Rainer Eppelmann was born on 12 February 1943 in Berlin. Eppelmann is a German Protestant pastor, civil rights activist and politician (DA, CDU). After gaining notoriety within the GDR as an oppositionist, he was Minister for Disarmament and Defence in the last GDR government in 1990. From 1990 to 2005 he was a member of the German Bundestag. Since 1998 he has been chairman of the Federal Foundation for the Reappraisal of the SED Dictatorship.

Eppelmann grew up as the son of a carpenter in the eastern part of the destroyed but not yet finally divided city of Berlin. His father was an SS-Unterscharführer and guard at the Buchenwald and Sachsenhausen concentration camps. His mother was first in the Bund Deutscher Mädel (BDM) and then joined the NSDAP as a postal worker. His father remained a staunch anti-communist throughout his life.

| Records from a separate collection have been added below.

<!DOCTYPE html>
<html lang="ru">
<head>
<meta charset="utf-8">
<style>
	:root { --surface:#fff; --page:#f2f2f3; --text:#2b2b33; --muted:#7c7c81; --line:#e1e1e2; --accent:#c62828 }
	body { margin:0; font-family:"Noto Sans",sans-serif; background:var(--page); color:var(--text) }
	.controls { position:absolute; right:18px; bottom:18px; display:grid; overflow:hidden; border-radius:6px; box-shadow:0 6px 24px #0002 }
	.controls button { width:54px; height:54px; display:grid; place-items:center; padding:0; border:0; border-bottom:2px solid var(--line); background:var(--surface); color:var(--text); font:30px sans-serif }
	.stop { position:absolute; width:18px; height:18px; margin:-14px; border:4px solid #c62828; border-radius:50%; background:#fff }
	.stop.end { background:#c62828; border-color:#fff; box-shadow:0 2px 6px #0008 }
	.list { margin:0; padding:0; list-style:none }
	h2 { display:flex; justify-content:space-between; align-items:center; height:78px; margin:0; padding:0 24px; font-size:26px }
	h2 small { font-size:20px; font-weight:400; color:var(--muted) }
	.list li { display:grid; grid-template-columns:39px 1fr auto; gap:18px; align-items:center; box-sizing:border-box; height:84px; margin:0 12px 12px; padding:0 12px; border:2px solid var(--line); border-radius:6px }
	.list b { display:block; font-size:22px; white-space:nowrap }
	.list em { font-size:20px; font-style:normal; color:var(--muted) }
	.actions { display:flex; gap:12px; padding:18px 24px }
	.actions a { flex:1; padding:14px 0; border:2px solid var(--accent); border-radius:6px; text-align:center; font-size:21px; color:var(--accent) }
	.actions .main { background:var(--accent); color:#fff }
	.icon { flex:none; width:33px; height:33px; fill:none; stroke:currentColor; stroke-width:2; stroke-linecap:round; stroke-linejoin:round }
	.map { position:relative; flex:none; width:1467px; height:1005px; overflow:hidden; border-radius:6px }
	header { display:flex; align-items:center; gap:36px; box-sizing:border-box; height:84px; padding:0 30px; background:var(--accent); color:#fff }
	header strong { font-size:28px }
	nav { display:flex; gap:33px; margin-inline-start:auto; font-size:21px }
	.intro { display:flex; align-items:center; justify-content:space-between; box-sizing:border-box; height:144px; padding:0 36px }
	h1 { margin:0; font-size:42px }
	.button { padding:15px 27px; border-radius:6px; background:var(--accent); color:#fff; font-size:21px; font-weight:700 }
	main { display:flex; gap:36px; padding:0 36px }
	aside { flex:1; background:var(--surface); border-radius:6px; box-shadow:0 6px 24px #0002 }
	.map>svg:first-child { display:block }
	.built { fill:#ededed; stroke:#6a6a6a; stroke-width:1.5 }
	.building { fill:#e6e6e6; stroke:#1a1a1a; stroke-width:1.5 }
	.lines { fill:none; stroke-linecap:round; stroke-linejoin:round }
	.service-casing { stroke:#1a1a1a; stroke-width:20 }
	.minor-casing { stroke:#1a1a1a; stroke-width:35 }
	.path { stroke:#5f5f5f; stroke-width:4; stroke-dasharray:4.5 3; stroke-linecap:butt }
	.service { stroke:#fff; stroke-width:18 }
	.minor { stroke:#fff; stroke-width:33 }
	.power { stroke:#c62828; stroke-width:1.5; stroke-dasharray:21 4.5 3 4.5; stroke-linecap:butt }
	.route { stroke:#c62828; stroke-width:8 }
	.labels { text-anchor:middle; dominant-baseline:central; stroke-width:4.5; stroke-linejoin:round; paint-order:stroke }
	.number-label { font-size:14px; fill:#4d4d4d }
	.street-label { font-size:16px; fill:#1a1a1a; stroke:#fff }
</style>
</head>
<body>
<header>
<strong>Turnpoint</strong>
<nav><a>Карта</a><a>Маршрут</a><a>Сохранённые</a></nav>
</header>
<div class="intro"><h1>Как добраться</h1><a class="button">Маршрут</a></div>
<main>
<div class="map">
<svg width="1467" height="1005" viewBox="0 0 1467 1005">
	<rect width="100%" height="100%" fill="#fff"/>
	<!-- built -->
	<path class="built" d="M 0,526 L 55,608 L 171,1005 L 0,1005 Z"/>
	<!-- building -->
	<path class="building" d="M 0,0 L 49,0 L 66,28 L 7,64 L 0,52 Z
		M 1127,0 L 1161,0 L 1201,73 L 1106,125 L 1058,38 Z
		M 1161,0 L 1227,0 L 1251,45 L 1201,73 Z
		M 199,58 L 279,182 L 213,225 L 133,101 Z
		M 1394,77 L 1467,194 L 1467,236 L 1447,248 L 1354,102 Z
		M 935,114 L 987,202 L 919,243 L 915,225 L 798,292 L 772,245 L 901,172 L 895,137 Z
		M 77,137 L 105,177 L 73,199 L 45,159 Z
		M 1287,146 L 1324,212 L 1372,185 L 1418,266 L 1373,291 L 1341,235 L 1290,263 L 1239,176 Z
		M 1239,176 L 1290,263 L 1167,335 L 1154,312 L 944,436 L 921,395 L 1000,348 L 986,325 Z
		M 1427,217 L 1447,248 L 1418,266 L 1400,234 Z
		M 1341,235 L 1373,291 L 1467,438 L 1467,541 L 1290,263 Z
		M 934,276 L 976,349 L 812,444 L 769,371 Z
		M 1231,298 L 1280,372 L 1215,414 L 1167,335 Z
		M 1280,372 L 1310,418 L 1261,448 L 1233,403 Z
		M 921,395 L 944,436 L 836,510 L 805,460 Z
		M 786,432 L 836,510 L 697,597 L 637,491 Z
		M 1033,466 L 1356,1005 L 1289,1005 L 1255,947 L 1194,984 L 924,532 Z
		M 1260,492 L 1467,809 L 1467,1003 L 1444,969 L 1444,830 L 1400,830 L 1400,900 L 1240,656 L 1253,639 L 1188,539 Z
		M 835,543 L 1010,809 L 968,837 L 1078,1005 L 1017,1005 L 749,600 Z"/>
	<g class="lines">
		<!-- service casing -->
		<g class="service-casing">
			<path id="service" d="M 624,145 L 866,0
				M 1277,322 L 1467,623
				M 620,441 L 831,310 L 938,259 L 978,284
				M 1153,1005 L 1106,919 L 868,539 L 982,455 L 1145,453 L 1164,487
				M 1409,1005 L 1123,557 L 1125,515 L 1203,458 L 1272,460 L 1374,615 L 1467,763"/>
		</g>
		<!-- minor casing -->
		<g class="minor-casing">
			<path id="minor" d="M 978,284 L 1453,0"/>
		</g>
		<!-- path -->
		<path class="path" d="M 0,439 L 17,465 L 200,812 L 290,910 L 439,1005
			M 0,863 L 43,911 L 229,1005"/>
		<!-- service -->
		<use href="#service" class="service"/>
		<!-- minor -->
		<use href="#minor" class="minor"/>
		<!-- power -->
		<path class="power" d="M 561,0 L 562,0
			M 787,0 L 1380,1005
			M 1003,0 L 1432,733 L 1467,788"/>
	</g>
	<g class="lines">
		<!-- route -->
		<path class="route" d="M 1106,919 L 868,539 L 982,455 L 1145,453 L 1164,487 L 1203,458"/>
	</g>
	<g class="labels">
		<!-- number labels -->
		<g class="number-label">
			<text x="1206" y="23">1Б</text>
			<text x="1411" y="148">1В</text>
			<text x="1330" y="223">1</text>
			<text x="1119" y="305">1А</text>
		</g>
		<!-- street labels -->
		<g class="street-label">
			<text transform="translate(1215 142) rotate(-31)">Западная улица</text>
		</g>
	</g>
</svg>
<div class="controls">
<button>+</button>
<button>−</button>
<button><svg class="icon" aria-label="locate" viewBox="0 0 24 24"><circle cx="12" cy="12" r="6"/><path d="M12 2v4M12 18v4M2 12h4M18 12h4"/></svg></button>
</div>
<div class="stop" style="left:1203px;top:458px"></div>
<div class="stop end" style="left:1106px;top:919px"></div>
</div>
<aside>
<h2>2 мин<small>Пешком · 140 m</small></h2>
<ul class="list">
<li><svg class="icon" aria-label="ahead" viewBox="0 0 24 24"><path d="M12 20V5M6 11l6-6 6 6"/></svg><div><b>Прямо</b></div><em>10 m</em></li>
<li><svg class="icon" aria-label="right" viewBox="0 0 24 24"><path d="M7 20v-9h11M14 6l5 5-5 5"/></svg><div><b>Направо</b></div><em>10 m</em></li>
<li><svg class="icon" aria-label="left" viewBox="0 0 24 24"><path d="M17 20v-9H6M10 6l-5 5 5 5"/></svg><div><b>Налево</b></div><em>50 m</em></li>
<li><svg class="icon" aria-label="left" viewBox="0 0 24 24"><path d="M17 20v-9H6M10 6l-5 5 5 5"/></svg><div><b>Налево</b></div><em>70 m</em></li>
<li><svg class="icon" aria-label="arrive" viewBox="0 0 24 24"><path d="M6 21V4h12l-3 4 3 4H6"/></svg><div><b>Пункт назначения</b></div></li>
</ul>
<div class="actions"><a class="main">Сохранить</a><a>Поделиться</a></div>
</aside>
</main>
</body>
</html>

He attended a grammar school in the west of Berlin and had to stop attending school in the 11th grade because of the construction of the Wall. Because he was not a member of the FDJ, it was not possible for him to graduate from high school in the GDR. That's why he couldn't realise his career aspiration of becoming an architect. He first worked as a roofer's assistant before completing a skilled worker's apprenticeship as a bricklayer from 1962 to 1965. In 1966, Eppelmann refused to serve in the National People's Army (NVA) and to take the oath of allegiance. He was then sentenced to eight months' imprisonment for insubordination.

Eppelmann studied theology at the Paulinum Theological Seminary in Berlin and completed his studies in 1974 with the first and second exams. Ordination followed in 1975. From 1974 to 1979 he was first an assistant preacher, then a pastor in the Samariterkirche parish in Berlin.

In the 1980s, the Ministry for State Security (MfS) planned the murder of the opposition pastor. Eppelmann was to die in a faked car accident through technical manipulation of his car. However, both attempts failed. The MfS did not carry out any further assassinations. It attracted international attention in 1988/89 when Rainer Eppelmann used Western technology to detect wiretapping by the MfS in his official and private rooms and this was made public in Western media.

Eppelmann became involved in the GDR opposition. In the 1980s he looked after non-conformist youths; they came from all over the GDR to his blues fairs in the East Berlin Samaritergemeinde, which were considered legendary and had been taking place since 1979. Partly secret, partly approved for "inner-church use", magazines and texts published by the Arbeitskreis Information under the leadership of Thomas Welz and Rainer Eppelmann were distributed within the opposition groups in the GDR. In January 1982, he and Robert Havemann called for disarmament in East and West in the Berlin Appeal.

He was a founding and board member of Demokratischer Aufbruch (DA). Before the first and last free elections in the GDR in 1990, Eppelmann was a member of the Central Round Table as a representative of the opposition and later also a minister without portfolio in the cabinet of Hans Modrow.

From 18 March 1990 until its dissolution in the course of German unification on 2 October 1990, he was a member of the GDR People's Chamber and Minister for Disarmament and Defence in Lothar de Maizière's cabinet. When the DA merged with the CDU in August 1990, he became a member of the CDU, which merged with the CDU of the Federal Republic of Germany in September 1990 to form the CDU of Germany.

From the first all-German election on 2 December 1990, Eppelmann was a member of the German Bundestag and remained so until the 2005 Bundestag election, when he did not stand again. He was elected by the Bundestag to chair the two commissions of enquiry on coming to terms with the history and consequences of the SED dictatorship.

Since its foundation in 1998, Eppelmann has been honorary chairman of the board of the Federal Foundation for the Reappraisal of the SED Dictatorship.